Open Source

Key findings of the Apache Spark market research study

Friday, November 11, 2016

In order to better understand Apache Spark’s growing role in big data, Taneja Group conducted a major market research project, surveying approximately 7,000 people. The sample was made up of technical and managerial job roles from around the world directly involved in big data.

The survey, which received an overwhelming response, explored experiences with and intentions for Spark adoption and deployment, current perceptions, favored vendors, and the future of Spark itself. Cloudera, the global provider of the fastest, easiest, and most secure data management and analytics platform built on Apache Hadoop and the latest open source technologies, which sponsored the market research project, and just announced the findings of the study.

Survey Results

Key findings of the Apache Spark Market Research Study include a high level of growth and momentum for Spark usage beyond expected data processing/engineering ETL workloads and a future transition to cloud deployments. Other noteworthy findings include:

- Nearly one-half of all respondents, 54 percent, are already actively using Spark. Of those presently using Spark, 64 percent say it’s proving invaluable and they intend on increasing usage of Spark within the next 12 months.

- New Spark user adoption is also growing with 4 out of 10 people familiar with the big data project saying that they plan to deploy Spark in the very near term.

- 57 percent rely on Spark, as provided by Cloudera, for their most important use cases, over twice the next three Apache Hadoop vendors combined.
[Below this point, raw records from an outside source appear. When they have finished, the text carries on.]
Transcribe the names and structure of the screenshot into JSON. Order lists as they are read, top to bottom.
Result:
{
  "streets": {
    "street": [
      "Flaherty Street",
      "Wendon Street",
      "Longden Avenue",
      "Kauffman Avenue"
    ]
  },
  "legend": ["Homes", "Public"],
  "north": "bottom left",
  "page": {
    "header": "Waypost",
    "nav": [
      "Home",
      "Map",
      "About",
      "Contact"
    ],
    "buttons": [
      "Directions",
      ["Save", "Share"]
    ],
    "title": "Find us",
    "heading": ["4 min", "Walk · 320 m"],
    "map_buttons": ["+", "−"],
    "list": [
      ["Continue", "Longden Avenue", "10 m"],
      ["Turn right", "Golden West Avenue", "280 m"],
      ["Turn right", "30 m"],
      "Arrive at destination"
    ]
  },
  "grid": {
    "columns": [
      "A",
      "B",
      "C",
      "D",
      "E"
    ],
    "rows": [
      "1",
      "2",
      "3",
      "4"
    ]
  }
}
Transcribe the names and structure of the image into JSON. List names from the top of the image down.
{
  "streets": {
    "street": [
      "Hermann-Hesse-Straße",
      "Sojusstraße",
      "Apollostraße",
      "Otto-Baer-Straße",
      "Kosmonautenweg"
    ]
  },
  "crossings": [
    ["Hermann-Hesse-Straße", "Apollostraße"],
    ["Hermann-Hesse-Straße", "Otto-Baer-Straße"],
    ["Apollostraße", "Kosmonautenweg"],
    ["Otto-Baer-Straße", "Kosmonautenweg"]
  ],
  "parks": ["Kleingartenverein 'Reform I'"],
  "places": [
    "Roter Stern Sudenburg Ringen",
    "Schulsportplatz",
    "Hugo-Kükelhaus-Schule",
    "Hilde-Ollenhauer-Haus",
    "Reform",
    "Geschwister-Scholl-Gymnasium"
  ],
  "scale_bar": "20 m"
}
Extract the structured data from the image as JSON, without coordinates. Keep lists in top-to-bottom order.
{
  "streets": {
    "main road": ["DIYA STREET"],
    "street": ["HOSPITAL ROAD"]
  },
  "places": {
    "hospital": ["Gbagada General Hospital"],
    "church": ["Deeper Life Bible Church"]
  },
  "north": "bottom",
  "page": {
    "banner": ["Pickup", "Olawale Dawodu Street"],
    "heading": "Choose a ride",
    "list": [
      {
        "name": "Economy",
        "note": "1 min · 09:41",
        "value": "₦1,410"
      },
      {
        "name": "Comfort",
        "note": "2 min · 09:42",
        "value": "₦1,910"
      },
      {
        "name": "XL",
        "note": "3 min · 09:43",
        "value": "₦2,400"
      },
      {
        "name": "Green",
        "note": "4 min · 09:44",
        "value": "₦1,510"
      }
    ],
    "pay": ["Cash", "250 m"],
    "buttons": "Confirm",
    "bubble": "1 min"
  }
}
Customers that chose Cloudera over other solutions noted its regulatory-ready security and governance model, its stability and performance, its cloud portability and its integration with a complete suite of data processing, query, analytic and machine learning services as key factors.

- Aside from the expected data processing/engineering/ETL workloads which make up 55 percent of reported Spark use today, the top active Spark initiatives include real-time stream processing, exploratory data science, and the emergence of Spark for machine learning. These are all areas where Cloudera continues to invest.

- Barriers to adoption and challenges remain the same however, and are largely attributed to the big data skills gap and the ability to consume relevant training in a variety of formats (online, in-person, conference or tradeshow). Cloudera trains more Apache Spark professionals than any other Hadoop vendor and supports them through professional services, value consulting, and a wide breadth of partners.

The survey also details the elevated role of the public cloud and Spark: “Interestingly, while on-premises Spark deployments dominate today there is a strong interest in transitioning many of those to cloud deployments going forward,” said Matchett. “Overall Spark deployment in public/private cloud (IaaS or PaaS) is projected to increase significantly from 23% today to 36% in the future.”